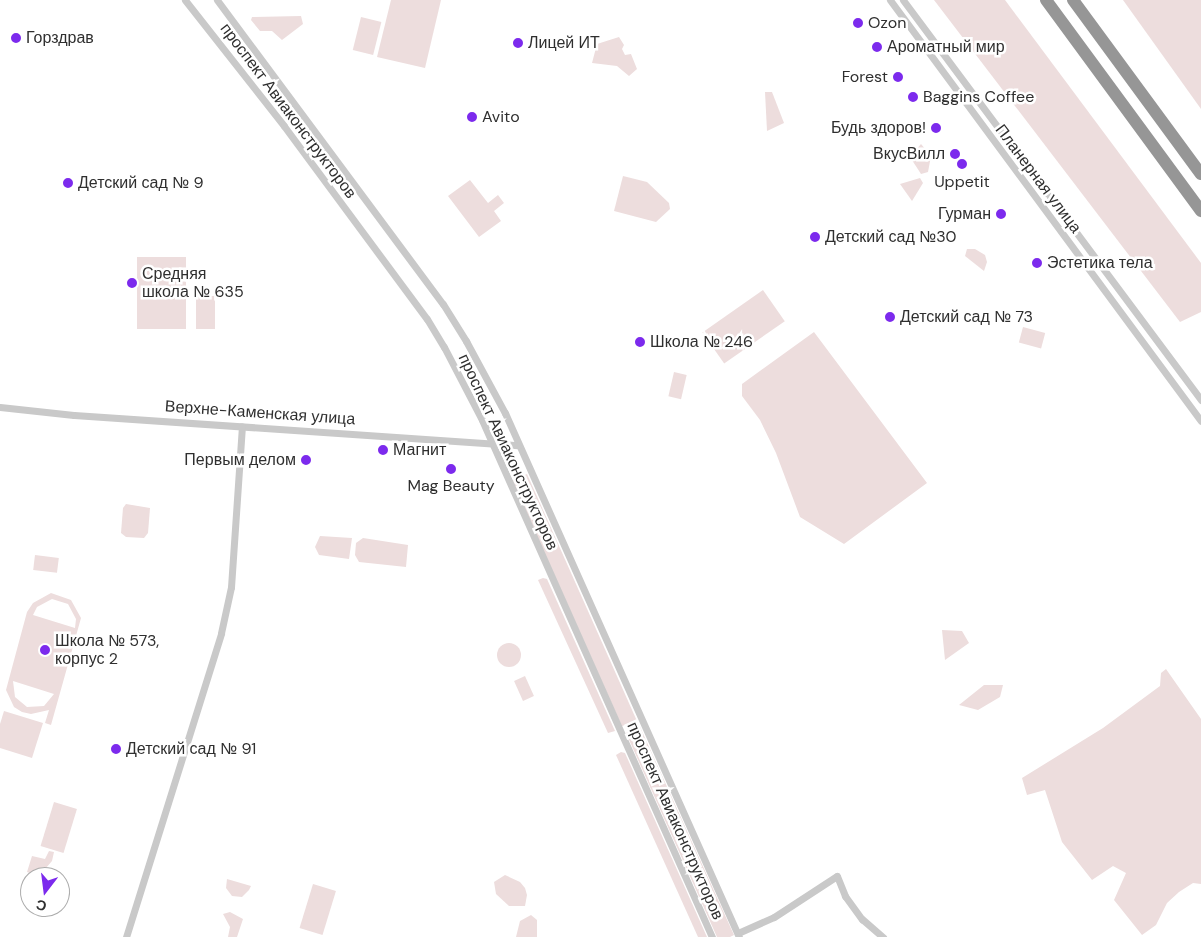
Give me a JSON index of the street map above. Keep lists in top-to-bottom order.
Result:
{
  "streets": {
    "street": ["проспект Авиаконструкторов", "Планерная улица", "Верхне-Каменская улица"]
  },
  "crossings": [
    ["проспект Авиаконструкторов", "Верхне-Каменская улица"]
  ],
  "places": [
    "Ozon",
    "Горздрав",
    "Лицей ИТ",
    "Ароматный мир",
    "Forest",
    "Baggins Coffee",
    "Avito",
    "Будь здоров!",
    "ВкусВилл",
    "Uppetit",
    "Детский сад № 9",
    "Гурман",
    "Детский сад №30",
    "Эстетика тела",
    "Средняя школа № 635",
    "Детский сад № 73",
    "Школа № 246",
    "Магнит",
    "Первым делом",
    "Mag Beauty",
    "Школа № 573, корпус 2",
    "Детский сад № 91"
  ],
  "north": "bottom"
}
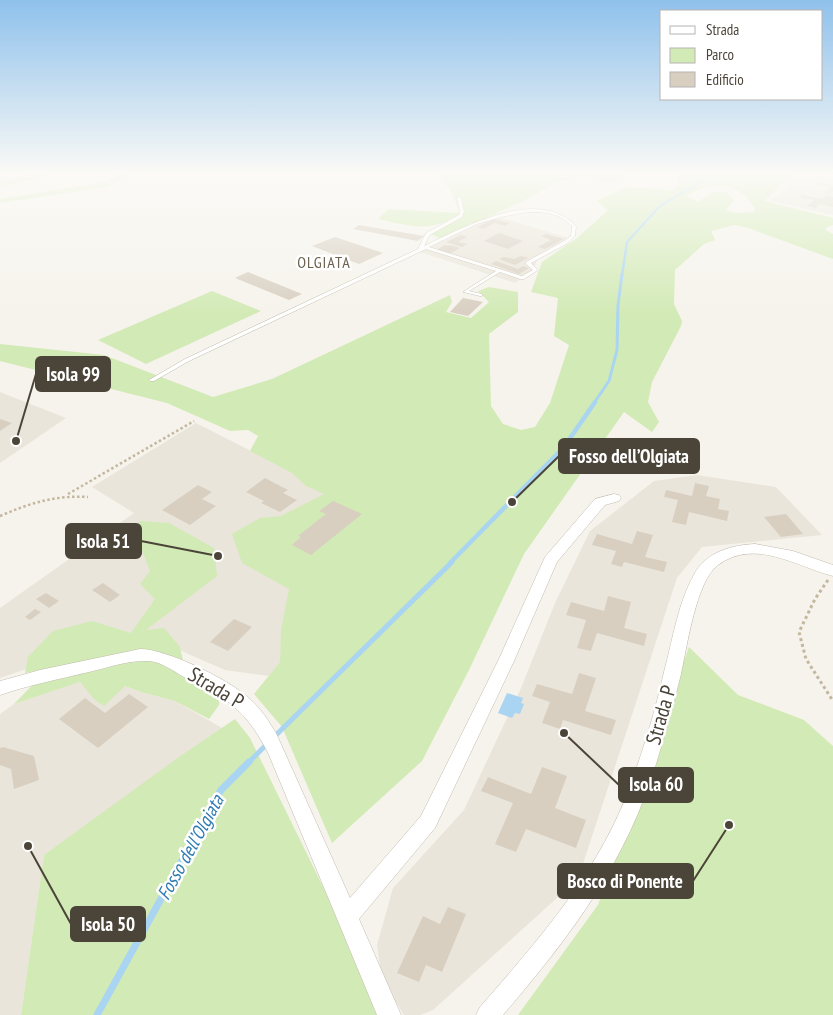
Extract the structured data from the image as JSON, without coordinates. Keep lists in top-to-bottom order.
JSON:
{
  "streets": {
    "street": ["Strada P"]
  },
  "districts": ["OLGIATA"],
  "water": ["Fosso dell’Olgiata"],
  "places": [
    "Isola 99",
    "Fosso dell’Olgiata",
    "Isola 51",
    "Isola 60",
    "Bosco di Ponente",
    "Isola 50"
  ],
  "legend": ["Strada", "Parco", "Edificio"]
}
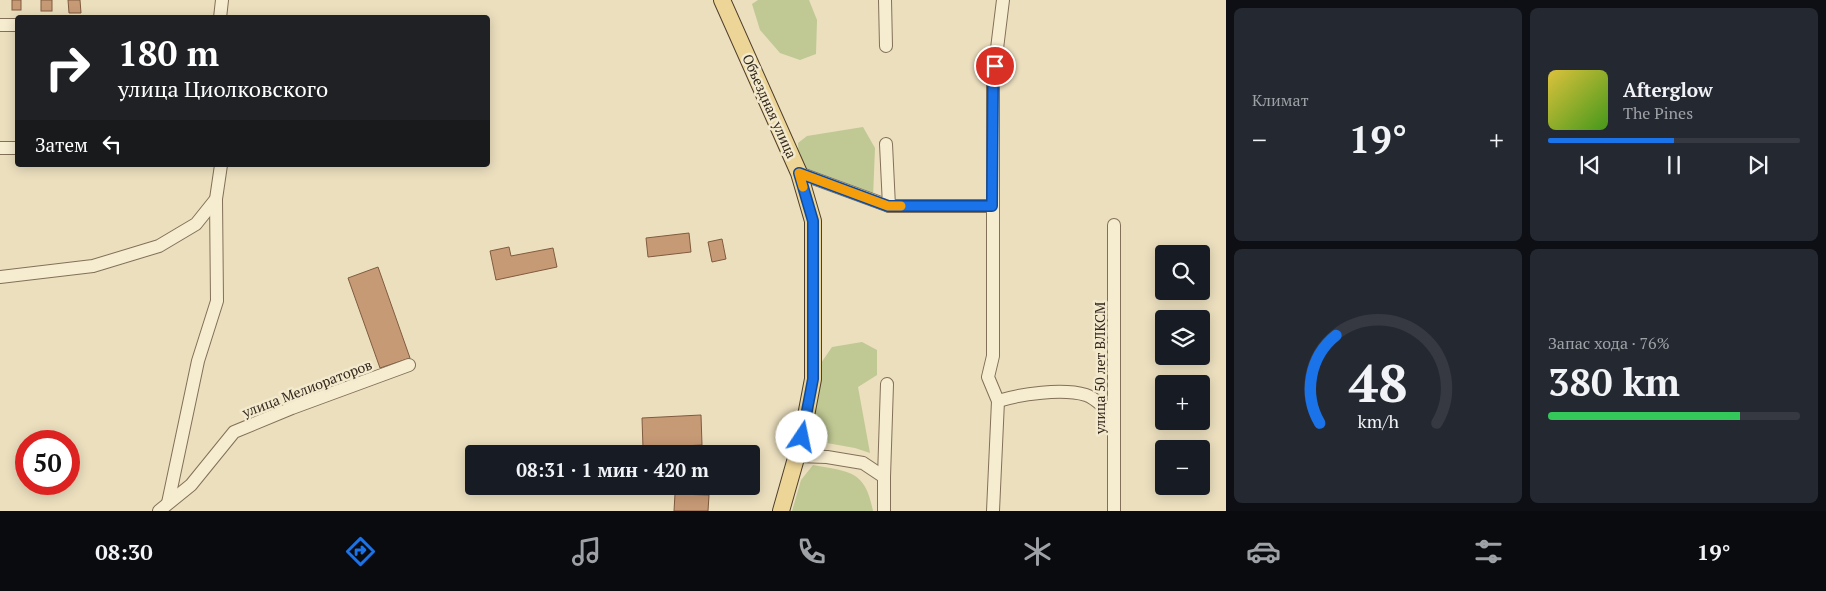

**TASK DIRECTIONS:** Nothing but the lines from the one containing "Extract the structured" through the last line of the listing should be copied, each word for word and without pictures.

**TASK SOLUTION:**
Extract the structured data from the image as JSON, without coordinates. Keep lists in top-to-bottom order.
JSON:
{
  "streets": {
    "street": ["Strada P"]
  },
  "districts": ["OLGIATA"],
  "water": ["Fosso dell’Olgiata"],
  "places": [
    "Isola 99",
    "Fosso dell’Olgiata",
    "Isola 51",
    "Isola 60",
    "Bosco di Ponente",
    "Isola 50"
  ],
  "legend": ["Strada", "Parco", "Edificio"]
}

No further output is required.